What you will do ▸ Some entries follow. Reproduce exactly the lines starting at the one with "translate:0 -50%; text-align:left" and stopping after the one with "position:absolute; left:24px; top:1101px;".

Data for the task ▸

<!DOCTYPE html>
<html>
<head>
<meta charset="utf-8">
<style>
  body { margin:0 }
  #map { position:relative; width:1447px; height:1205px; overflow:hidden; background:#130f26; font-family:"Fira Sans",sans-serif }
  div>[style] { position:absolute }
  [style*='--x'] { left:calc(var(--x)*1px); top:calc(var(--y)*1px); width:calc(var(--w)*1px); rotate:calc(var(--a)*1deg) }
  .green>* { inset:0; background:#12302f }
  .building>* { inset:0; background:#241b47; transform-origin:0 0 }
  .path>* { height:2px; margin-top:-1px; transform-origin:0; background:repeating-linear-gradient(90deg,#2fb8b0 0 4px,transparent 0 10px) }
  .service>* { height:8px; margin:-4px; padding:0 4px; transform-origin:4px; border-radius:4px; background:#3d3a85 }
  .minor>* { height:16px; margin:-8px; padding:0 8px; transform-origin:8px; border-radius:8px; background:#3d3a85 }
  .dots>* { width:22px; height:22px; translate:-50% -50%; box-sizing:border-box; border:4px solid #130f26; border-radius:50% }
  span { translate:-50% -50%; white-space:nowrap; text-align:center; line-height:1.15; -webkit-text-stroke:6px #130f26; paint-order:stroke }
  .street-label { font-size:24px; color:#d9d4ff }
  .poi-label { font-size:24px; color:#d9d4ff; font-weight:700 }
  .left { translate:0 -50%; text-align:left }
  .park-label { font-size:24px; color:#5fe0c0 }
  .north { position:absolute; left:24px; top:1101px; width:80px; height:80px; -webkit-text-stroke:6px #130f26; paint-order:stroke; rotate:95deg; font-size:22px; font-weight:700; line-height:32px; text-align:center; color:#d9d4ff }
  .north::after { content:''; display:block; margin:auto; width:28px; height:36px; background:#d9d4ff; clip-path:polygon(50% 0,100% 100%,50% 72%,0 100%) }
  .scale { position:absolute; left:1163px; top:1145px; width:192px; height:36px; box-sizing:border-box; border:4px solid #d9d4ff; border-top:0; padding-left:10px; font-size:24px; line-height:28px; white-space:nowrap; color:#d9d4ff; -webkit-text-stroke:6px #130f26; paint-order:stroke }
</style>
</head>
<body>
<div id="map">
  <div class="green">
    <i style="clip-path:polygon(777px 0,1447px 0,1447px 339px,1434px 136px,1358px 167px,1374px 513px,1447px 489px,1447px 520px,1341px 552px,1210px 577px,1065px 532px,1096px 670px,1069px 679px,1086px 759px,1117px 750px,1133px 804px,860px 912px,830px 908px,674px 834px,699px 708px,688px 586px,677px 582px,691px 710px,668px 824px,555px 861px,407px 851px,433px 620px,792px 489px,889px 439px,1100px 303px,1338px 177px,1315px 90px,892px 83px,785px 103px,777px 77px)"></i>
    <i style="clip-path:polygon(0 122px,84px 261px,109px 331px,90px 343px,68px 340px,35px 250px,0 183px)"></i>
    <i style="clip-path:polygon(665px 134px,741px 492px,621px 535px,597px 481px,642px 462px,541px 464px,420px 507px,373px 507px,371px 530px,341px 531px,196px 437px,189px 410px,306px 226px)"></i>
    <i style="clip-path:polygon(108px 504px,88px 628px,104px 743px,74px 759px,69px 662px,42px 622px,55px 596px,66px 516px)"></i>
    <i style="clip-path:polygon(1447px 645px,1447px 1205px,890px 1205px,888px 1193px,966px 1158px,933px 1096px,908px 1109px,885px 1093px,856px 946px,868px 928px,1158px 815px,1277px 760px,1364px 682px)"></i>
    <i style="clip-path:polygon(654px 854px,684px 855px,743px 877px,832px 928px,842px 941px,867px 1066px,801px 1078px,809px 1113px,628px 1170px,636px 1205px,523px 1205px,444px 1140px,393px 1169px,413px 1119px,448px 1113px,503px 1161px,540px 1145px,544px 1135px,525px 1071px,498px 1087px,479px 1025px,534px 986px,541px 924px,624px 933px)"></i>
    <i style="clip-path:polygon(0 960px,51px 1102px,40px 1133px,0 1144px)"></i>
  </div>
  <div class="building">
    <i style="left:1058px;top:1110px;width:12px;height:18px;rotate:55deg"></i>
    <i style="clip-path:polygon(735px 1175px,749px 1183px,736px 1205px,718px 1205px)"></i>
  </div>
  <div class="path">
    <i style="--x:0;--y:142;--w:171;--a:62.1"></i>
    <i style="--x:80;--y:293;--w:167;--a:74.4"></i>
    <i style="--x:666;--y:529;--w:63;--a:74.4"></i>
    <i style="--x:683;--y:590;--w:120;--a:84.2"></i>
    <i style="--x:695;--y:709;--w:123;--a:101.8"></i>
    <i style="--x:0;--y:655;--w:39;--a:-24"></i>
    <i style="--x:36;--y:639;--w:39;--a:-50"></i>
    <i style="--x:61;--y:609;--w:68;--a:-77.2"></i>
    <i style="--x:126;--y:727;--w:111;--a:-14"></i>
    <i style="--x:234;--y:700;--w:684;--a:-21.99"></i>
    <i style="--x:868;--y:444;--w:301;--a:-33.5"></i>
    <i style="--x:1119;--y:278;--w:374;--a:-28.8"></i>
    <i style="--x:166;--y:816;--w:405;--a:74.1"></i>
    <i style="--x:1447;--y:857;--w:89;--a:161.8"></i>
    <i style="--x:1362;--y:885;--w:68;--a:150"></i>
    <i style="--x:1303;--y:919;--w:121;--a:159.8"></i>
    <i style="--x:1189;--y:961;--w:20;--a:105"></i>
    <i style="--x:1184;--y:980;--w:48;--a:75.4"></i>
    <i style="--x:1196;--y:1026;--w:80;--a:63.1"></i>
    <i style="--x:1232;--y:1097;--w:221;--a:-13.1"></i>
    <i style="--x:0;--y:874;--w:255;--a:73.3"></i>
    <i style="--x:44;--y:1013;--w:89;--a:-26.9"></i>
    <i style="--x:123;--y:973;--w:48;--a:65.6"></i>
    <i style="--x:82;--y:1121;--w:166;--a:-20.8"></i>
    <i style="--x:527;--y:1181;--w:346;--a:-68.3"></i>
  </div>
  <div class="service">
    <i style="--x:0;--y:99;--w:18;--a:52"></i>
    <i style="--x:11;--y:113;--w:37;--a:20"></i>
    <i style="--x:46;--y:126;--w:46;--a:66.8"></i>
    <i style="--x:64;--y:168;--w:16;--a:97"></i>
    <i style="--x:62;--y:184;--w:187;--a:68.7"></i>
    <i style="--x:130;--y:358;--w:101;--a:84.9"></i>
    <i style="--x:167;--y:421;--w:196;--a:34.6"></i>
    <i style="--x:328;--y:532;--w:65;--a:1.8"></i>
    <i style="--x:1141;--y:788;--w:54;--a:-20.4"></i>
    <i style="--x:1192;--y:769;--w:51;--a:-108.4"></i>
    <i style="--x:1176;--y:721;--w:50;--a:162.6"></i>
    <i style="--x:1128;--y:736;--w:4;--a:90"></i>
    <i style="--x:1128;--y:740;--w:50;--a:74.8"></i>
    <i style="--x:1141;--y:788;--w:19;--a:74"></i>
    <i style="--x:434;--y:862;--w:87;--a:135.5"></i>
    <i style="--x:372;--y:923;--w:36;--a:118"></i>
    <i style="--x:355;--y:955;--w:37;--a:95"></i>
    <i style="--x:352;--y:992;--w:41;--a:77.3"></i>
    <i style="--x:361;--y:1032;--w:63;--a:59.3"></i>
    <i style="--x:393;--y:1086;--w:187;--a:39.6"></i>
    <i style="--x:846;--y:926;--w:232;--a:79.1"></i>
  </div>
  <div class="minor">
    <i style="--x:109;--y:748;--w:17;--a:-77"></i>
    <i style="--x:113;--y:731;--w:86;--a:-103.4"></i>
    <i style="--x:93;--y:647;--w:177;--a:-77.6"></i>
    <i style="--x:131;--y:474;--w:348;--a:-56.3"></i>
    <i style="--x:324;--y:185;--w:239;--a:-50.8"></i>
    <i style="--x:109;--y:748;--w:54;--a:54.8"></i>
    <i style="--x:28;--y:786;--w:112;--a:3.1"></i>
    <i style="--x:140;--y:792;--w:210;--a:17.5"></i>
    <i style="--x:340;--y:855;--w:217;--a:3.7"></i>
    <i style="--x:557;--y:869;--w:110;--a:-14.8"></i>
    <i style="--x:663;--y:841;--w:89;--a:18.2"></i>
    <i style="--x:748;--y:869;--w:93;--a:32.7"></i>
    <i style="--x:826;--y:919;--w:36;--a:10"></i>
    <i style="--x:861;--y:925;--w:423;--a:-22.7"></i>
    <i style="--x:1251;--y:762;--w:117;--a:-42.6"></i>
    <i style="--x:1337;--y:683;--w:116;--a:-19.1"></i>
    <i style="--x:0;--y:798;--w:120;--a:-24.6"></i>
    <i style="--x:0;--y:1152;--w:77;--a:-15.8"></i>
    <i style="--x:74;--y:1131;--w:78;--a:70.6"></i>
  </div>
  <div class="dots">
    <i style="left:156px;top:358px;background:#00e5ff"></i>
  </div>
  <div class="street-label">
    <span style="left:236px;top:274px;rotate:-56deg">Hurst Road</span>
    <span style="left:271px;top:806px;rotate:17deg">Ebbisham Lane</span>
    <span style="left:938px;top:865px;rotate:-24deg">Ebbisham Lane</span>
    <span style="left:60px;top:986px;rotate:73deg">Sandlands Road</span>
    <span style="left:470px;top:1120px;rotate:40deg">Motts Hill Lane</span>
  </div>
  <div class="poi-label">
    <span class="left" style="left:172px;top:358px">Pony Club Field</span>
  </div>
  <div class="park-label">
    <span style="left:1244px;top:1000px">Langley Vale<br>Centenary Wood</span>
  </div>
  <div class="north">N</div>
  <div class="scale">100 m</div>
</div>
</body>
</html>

Task result ▸
  .left { translate:0 -50%; text-align:left }
  .park-label { font-size:24px; color:#5fe0c0 }
  .north { position:absolute; left:24px; top:1101px; width:80px; height:80px; -webkit-text-stroke:6px #130f26; paint-order:stroke; rotate:95deg; font-size:22px; font-weight:700; line-height:32px; text-align:center; color:#d9d4ff }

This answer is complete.